*** Provided data ***

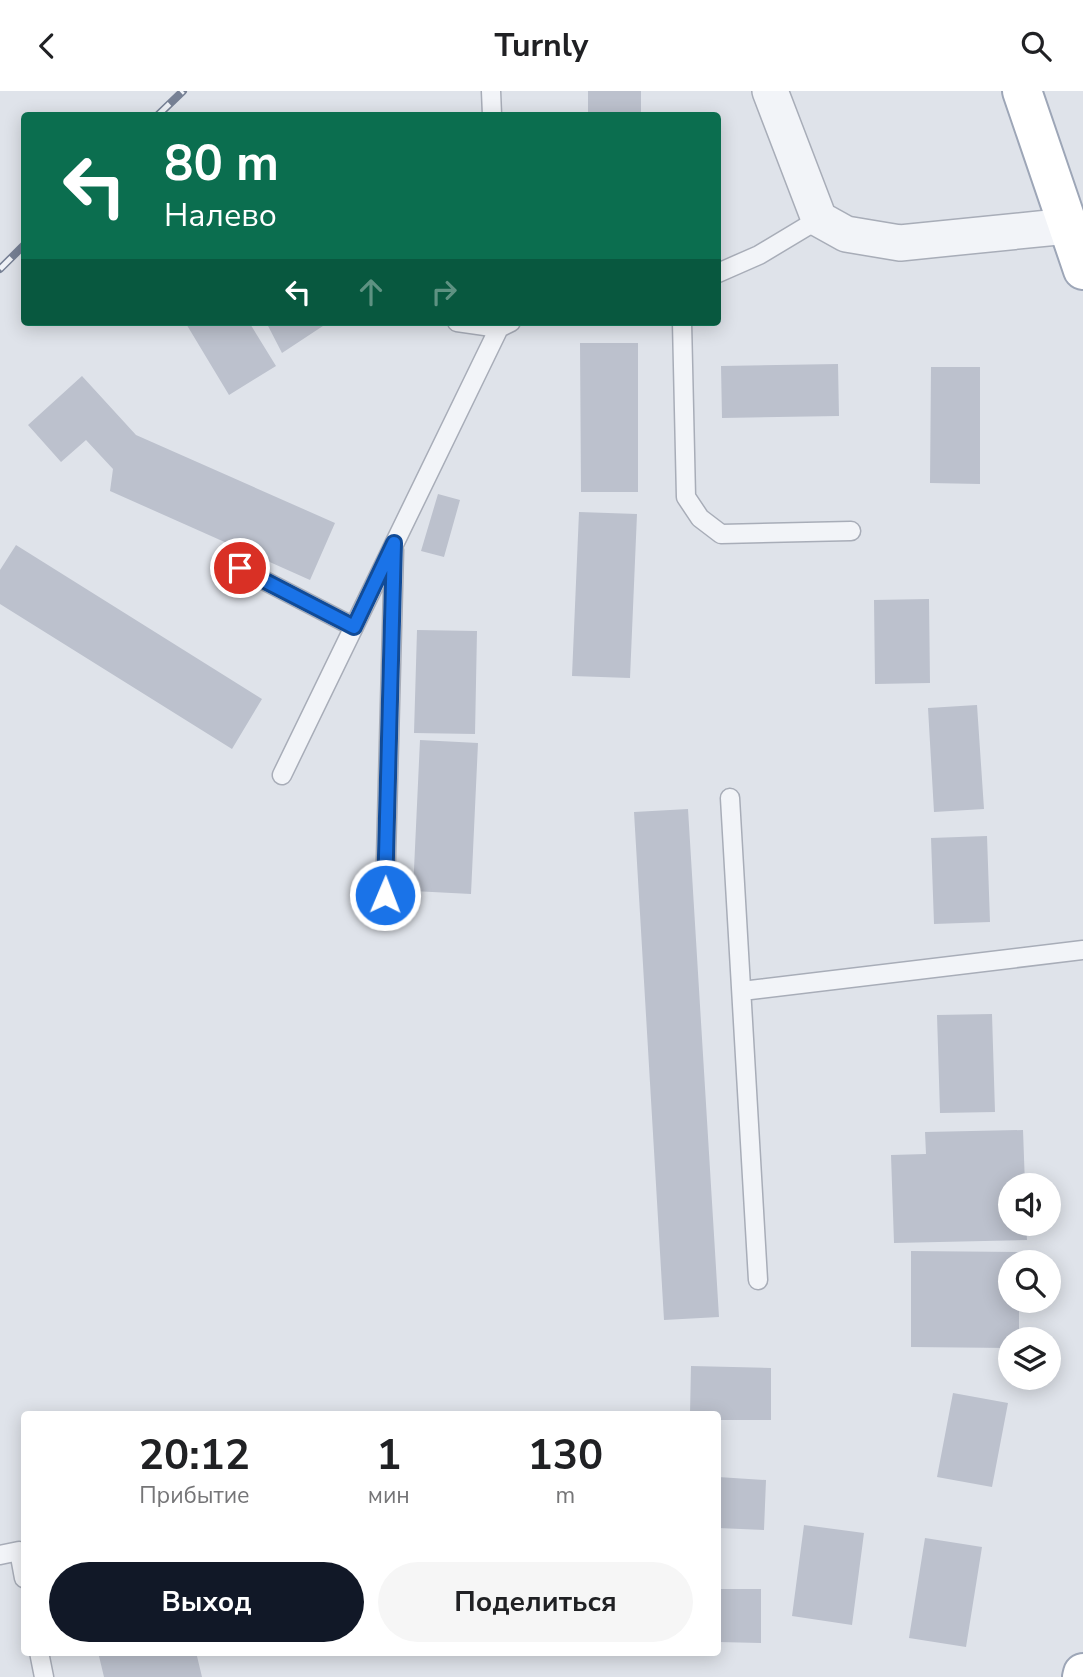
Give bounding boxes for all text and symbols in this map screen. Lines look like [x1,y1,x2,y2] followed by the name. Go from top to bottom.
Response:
[495,24,588,67] text: Turnly
[28,27,66,65] icon: back
[1017,27,1055,65] icon: search
[164,130,279,197] text: 80 m
[49,140,140,231] icon: left
[164,194,277,237] text: Налево
[279,273,317,311] icon: left
[352,273,390,311] icon: ahead
[425,273,463,311] icon: right
[210,538,270,598] pin
[221,549,259,587] icon: arrive
[348,858,422,932] position arrow
[998,1173,1061,1390] map controls
[998,1173,1061,1236] button: sound
[998,1250,1061,1313] button: search
[998,1327,1061,1390] button: layers
[139,1427,250,1484] text: 20:12
[376,1427,401,1484] text: 1
[528,1427,603,1484] text: 130
[139,1480,250,1511] text: Прибытие
[368,1480,410,1511] text: мин
[556,1480,575,1511] text: m
[49,1562,364,1642] button: Выход
[378,1562,693,1642] button: Поделиться

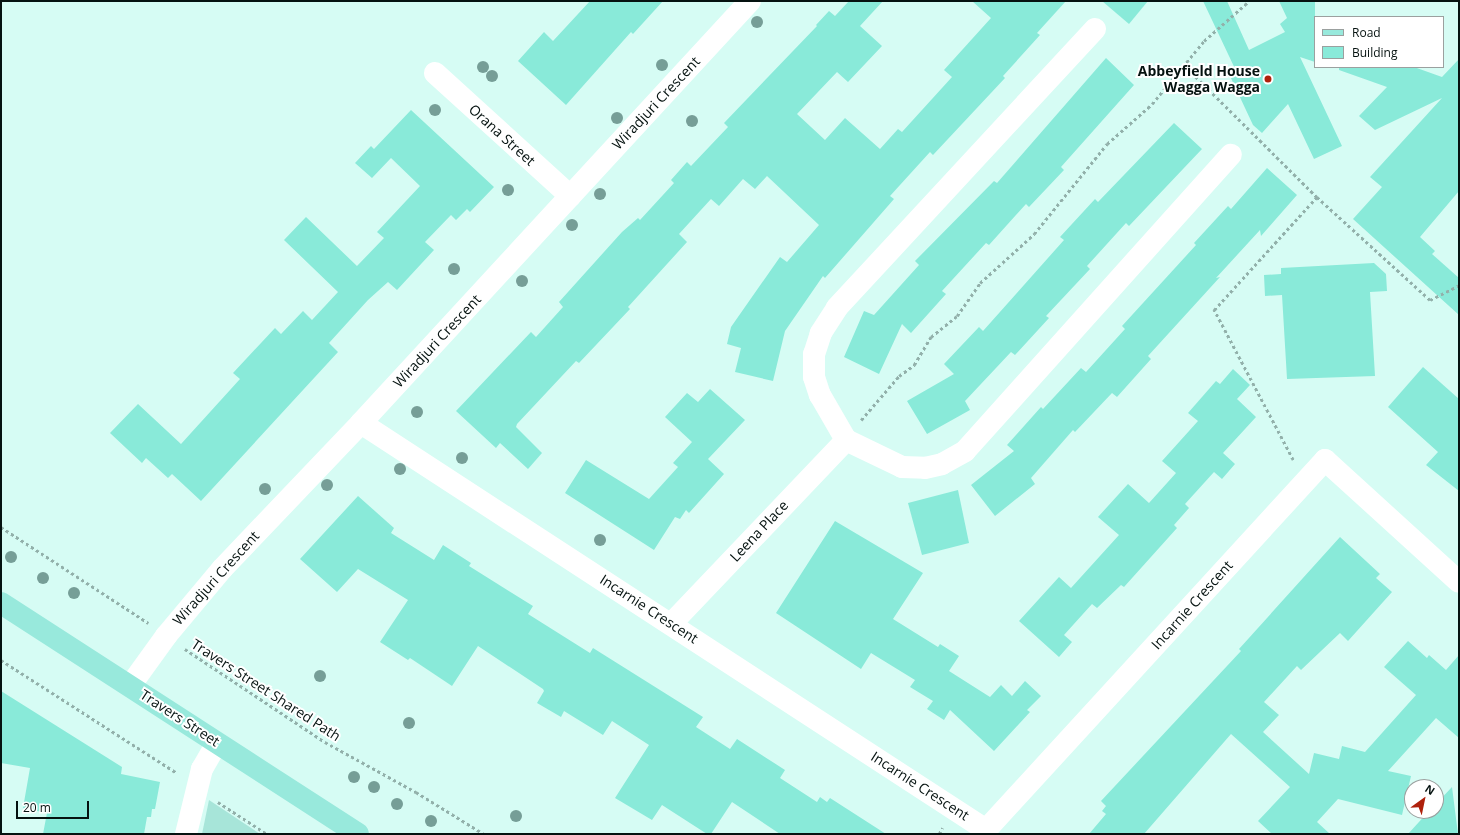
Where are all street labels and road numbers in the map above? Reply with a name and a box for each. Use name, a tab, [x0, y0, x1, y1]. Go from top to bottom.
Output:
street label: Wiradjuri Crescent	[609, 53, 703, 153]
street label: Orana Street	[465, 101, 539, 169]
street label: Wiradjuri Crescent	[390, 291, 484, 391]
street label: Leena Place	[726, 497, 792, 565]
street label: Wiradjuri Crescent	[169, 528, 263, 628]
street label: Incarnie Crescent	[1148, 557, 1236, 653]
street label: Incarnie Crescent	[597, 571, 701, 647]
street label: Travers Street Shared Path	[188, 635, 344, 745]
street label: Travers Street	[137, 686, 223, 750]
street label: Incarnie Crescent	[868, 748, 972, 824]

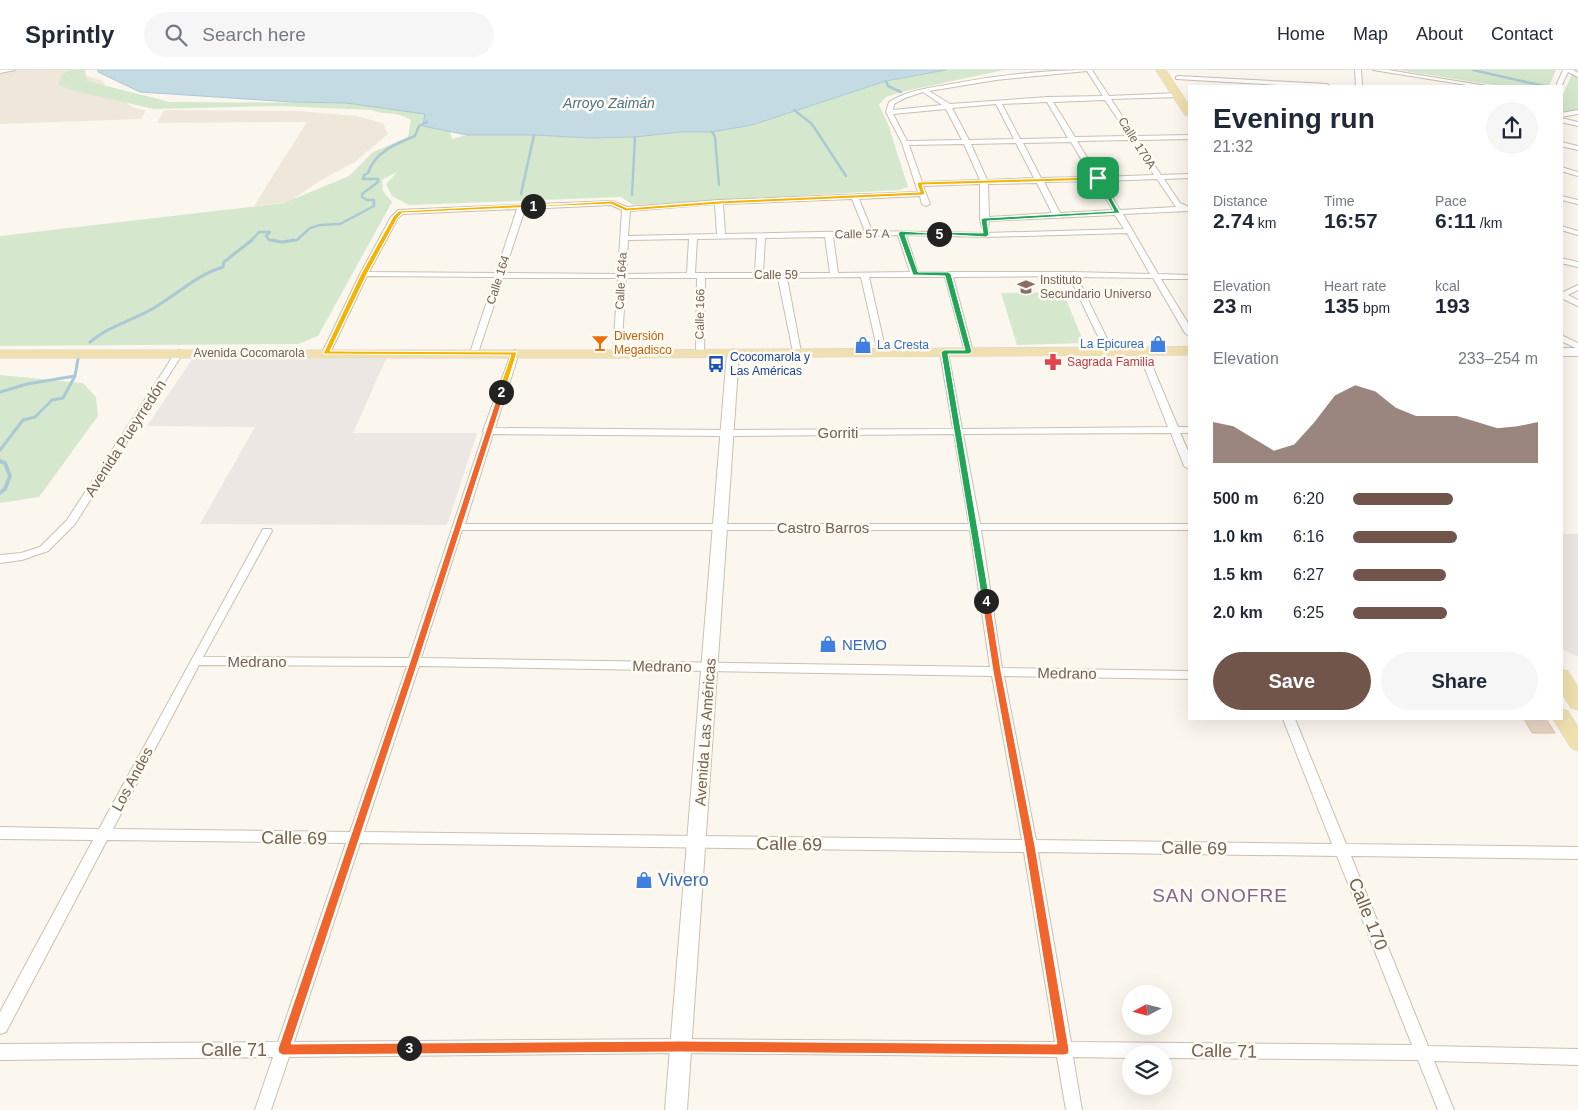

***

### About this exercise
I would like you to report every line in the listing above that contains "name".

### Exercise result
Give bounding boxes for all text and symbols in this map screen. Lines look like [x1,y1,x2,y2] followed by the name. Go from top to bottom.
Where are all street labels and road numbers in the map above? Reply with a name and a box for each. Use name, a tab, [x0, y0, x1, y1]. Go from top to bottom.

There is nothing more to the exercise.